== Task inputs ==
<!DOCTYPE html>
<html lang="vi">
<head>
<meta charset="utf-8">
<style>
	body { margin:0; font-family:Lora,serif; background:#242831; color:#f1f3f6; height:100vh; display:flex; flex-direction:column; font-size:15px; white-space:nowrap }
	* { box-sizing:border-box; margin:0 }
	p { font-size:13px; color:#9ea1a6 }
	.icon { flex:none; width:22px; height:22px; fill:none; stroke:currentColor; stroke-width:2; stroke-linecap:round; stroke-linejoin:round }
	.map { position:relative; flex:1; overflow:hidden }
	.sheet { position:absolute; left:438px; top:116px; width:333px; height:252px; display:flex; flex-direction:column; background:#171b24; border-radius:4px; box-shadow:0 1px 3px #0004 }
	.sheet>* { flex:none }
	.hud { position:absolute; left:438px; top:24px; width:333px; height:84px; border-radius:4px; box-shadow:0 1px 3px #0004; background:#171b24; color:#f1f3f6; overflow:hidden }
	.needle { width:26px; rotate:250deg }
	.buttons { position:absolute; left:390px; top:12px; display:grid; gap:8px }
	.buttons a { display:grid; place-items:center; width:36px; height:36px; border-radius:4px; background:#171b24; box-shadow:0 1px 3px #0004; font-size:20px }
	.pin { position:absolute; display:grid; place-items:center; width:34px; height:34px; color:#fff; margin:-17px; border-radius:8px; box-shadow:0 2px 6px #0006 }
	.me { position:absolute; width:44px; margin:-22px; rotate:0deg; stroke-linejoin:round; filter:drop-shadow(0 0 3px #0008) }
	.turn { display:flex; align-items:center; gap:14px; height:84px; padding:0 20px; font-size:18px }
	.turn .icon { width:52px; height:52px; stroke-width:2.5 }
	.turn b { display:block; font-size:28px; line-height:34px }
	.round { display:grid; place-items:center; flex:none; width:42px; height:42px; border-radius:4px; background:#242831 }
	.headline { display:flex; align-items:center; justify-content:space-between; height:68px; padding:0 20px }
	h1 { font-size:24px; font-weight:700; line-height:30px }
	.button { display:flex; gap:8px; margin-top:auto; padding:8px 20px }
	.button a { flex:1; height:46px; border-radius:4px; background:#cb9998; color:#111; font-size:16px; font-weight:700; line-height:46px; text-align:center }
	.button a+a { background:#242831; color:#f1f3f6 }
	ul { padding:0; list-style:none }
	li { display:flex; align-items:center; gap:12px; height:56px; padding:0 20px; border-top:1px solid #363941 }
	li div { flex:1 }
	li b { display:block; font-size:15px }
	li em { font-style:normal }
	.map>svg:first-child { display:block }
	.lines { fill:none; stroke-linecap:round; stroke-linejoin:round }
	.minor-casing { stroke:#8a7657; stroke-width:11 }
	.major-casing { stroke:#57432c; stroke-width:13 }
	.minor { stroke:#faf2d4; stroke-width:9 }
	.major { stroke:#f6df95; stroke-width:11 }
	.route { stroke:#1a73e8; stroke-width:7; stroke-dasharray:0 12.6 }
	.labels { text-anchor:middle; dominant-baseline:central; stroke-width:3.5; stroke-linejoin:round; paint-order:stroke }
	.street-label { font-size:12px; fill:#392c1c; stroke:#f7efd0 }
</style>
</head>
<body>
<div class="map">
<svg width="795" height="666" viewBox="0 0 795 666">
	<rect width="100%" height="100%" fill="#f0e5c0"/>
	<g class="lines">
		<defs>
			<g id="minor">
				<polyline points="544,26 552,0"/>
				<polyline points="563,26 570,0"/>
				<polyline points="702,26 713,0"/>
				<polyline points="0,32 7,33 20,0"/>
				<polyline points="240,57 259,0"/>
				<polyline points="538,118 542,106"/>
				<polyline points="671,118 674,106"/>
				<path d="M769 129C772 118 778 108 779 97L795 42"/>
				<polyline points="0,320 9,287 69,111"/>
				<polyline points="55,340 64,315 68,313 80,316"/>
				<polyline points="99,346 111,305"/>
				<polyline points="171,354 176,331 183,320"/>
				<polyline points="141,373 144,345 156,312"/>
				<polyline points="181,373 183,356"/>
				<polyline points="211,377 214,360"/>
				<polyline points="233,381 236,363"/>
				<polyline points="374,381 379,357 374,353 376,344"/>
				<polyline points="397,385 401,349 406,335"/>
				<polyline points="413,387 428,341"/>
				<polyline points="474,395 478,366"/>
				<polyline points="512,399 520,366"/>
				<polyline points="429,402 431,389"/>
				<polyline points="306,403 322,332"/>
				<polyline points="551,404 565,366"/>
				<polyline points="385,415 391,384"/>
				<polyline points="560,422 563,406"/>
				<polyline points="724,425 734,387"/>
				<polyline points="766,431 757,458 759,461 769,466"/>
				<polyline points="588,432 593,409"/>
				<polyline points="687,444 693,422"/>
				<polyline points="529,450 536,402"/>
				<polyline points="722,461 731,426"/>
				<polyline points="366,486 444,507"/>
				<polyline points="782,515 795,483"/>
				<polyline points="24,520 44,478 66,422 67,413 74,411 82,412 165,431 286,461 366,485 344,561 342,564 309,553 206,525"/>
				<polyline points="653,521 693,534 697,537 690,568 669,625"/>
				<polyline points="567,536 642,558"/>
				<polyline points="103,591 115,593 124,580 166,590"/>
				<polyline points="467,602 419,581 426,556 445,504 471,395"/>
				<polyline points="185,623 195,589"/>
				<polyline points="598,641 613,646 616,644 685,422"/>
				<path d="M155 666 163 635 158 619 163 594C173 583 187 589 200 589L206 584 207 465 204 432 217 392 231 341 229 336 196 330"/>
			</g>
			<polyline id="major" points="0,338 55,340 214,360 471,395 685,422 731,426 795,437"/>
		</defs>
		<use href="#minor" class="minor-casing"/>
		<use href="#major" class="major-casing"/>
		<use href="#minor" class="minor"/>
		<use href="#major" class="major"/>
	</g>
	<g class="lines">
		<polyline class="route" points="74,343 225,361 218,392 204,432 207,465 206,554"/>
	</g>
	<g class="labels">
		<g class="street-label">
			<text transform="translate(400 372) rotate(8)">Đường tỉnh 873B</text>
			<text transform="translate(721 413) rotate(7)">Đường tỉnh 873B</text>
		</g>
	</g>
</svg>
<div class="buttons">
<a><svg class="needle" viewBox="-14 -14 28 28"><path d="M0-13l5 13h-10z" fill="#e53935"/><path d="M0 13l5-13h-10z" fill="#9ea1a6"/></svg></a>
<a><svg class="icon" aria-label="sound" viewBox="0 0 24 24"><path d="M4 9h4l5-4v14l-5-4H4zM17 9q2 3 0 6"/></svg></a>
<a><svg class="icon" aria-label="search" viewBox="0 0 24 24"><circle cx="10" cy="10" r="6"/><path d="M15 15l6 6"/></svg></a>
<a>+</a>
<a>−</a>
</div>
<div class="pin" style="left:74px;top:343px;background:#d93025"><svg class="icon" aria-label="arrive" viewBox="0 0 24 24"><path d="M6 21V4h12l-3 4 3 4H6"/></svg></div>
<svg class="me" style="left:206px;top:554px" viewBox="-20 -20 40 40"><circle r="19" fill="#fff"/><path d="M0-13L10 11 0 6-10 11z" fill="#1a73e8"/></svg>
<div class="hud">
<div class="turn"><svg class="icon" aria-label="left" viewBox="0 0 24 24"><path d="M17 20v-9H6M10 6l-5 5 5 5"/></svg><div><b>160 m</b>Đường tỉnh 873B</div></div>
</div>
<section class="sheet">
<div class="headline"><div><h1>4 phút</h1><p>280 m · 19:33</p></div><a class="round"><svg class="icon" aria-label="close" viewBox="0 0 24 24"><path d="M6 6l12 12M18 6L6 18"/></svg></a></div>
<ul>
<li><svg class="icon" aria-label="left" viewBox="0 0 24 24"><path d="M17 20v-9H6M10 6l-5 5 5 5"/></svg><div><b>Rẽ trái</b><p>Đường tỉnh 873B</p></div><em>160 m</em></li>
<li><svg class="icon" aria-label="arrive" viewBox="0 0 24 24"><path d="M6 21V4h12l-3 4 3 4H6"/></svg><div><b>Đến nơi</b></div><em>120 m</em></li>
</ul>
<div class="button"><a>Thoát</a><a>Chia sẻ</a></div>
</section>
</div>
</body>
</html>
===
_Your objective_: The answer should contain only the lines from the first line of the entries through the line holding "position:relative; flex:1; overflow:hidden", each exactly as written.

_Task response_:
<!DOCTYPE html>
<html lang="vi">
<head>
<meta charset="utf-8">
<style>
	body { margin:0; font-family:Lora,serif; background:#242831; color:#f1f3f6; height:100vh; display:flex; flex-direction:column; font-size:15px; white-space:nowrap }
	* { box-sizing:border-box; margin:0 }
	p { font-size:13px; color:#9ea1a6 }
	.icon { flex:none; width:22px; height:22px; fill:none; stroke:currentColor; stroke-width:2; stroke-linecap:round; stroke-linejoin:round }
	.map { position:relative; flex:1; overflow:hidden }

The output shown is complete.